*Work request*. With the string "breaks" as the filter, copy each matching line from the records.

*Data section*.
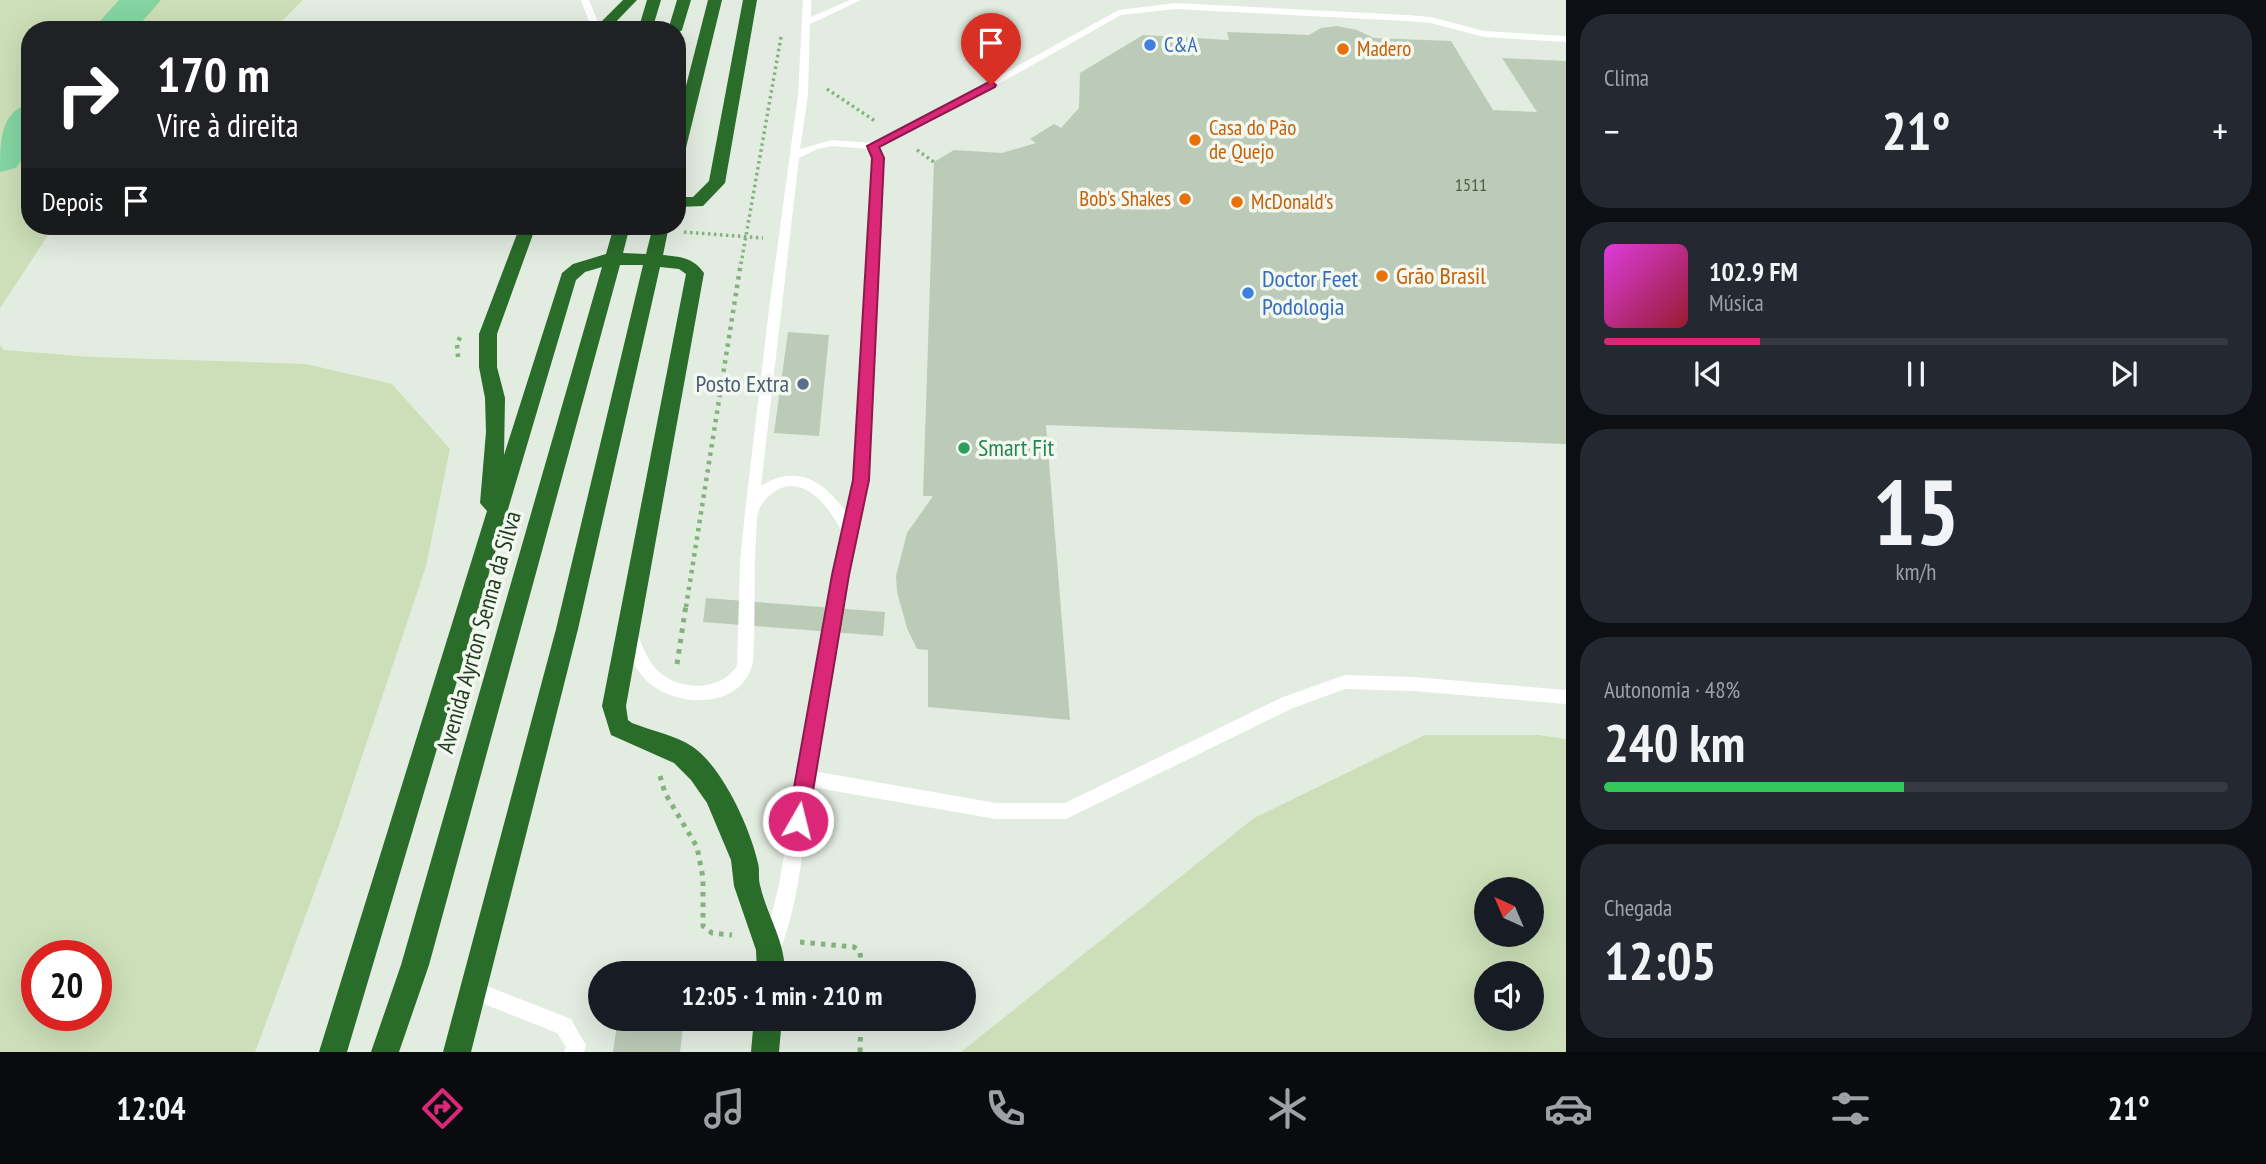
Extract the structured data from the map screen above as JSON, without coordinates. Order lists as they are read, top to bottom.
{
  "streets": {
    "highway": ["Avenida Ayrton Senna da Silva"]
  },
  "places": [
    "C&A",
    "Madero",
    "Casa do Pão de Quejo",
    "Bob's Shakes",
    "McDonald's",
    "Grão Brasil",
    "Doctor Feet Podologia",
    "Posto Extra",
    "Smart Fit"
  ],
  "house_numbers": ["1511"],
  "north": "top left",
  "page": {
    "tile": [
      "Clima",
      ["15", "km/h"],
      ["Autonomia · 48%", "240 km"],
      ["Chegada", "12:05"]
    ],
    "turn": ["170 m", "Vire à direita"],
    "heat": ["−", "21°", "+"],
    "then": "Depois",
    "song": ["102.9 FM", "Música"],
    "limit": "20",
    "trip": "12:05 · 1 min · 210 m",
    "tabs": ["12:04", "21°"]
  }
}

---

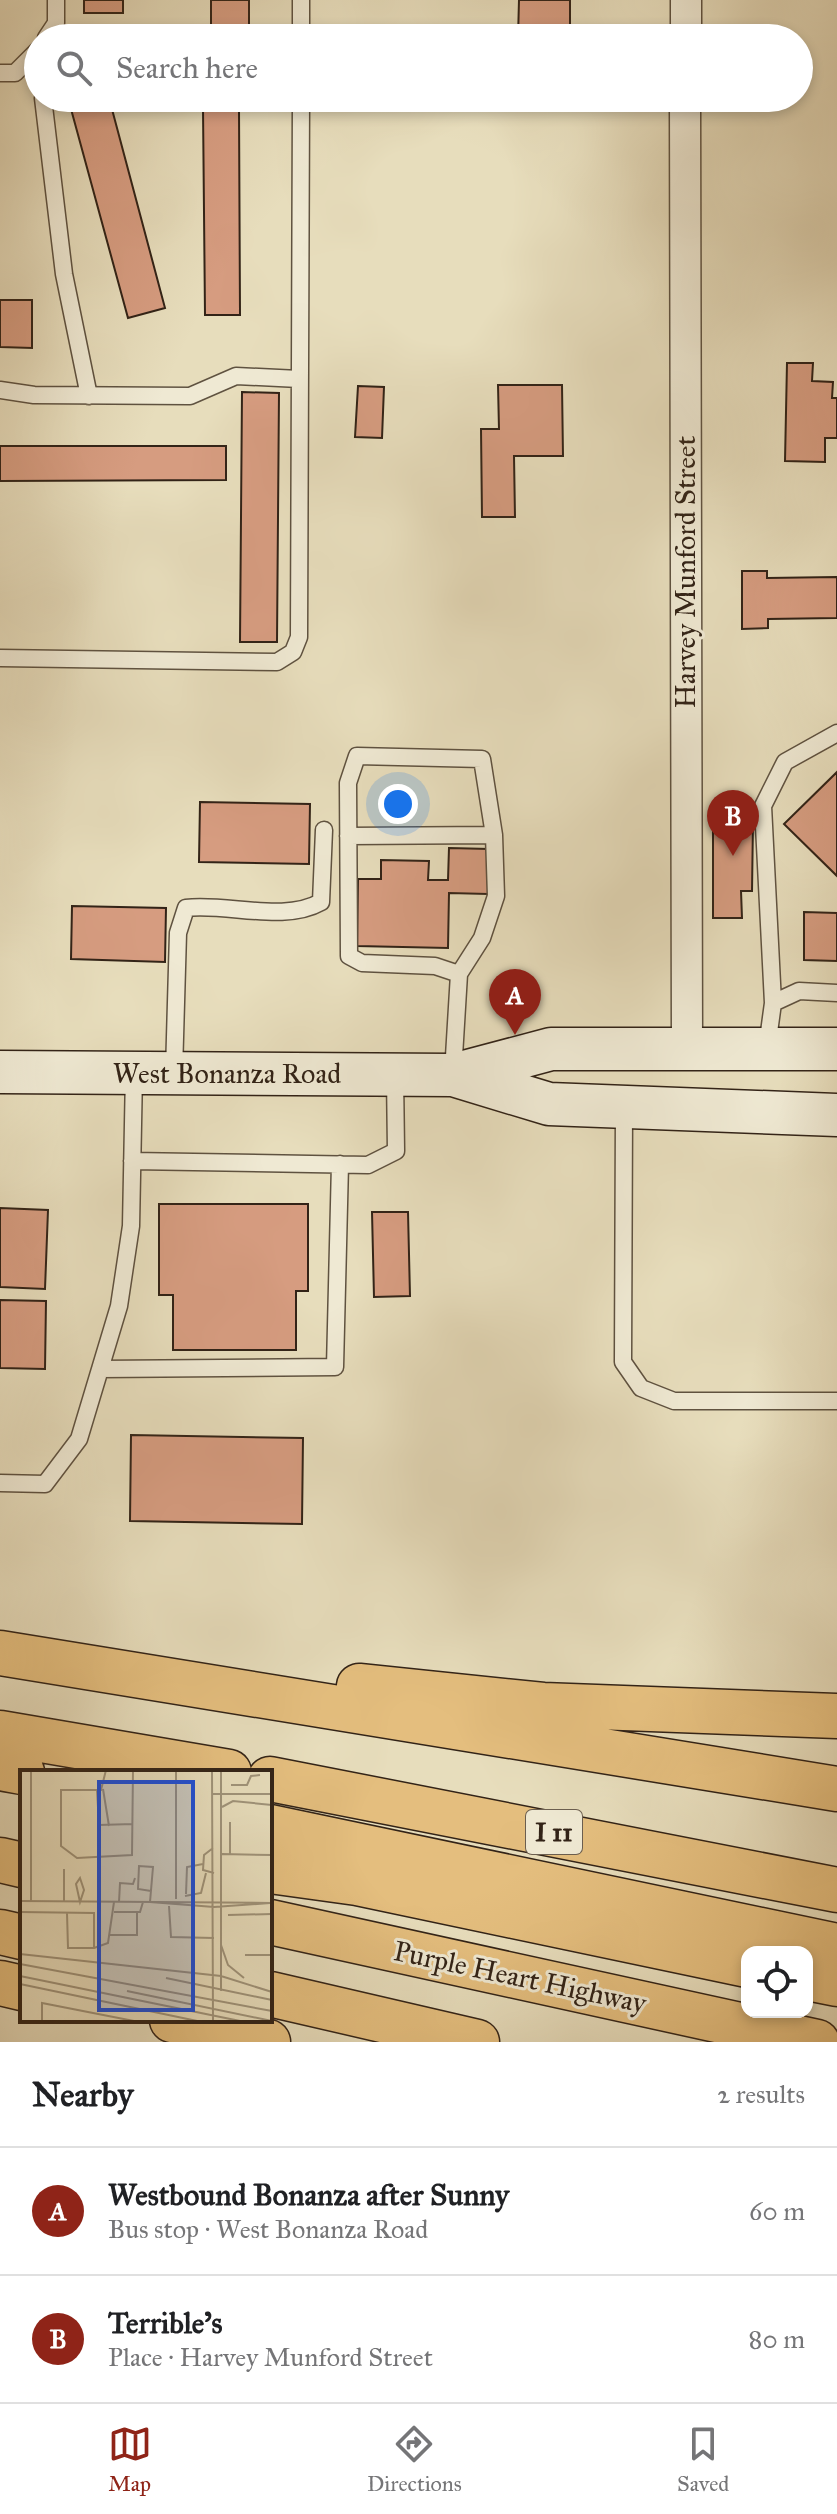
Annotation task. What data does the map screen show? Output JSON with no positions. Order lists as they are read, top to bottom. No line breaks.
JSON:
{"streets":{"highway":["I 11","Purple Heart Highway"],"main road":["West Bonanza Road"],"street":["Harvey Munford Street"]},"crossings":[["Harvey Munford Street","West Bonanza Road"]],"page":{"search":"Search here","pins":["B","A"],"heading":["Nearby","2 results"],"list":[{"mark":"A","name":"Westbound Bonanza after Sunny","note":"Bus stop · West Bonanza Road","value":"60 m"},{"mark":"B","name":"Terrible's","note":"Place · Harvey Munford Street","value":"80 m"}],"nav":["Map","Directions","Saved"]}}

...

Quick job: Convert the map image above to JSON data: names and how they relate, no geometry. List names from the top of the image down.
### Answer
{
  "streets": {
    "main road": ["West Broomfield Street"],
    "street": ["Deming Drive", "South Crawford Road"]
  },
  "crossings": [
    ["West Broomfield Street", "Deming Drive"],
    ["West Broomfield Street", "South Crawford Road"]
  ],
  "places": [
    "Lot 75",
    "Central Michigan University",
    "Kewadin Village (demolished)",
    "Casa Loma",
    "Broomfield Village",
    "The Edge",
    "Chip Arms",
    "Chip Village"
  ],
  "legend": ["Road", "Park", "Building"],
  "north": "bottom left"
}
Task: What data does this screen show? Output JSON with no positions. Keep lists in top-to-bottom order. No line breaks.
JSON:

*Exercise result*.
Annotation task. What data does the map screen show? Output JSON with no positions. Order lists as they are read, top to bottom. No line breaks.
Task: What data does this screen show? Output JSON with no positions. Keep lists in top-to-bottom order. No line breaks.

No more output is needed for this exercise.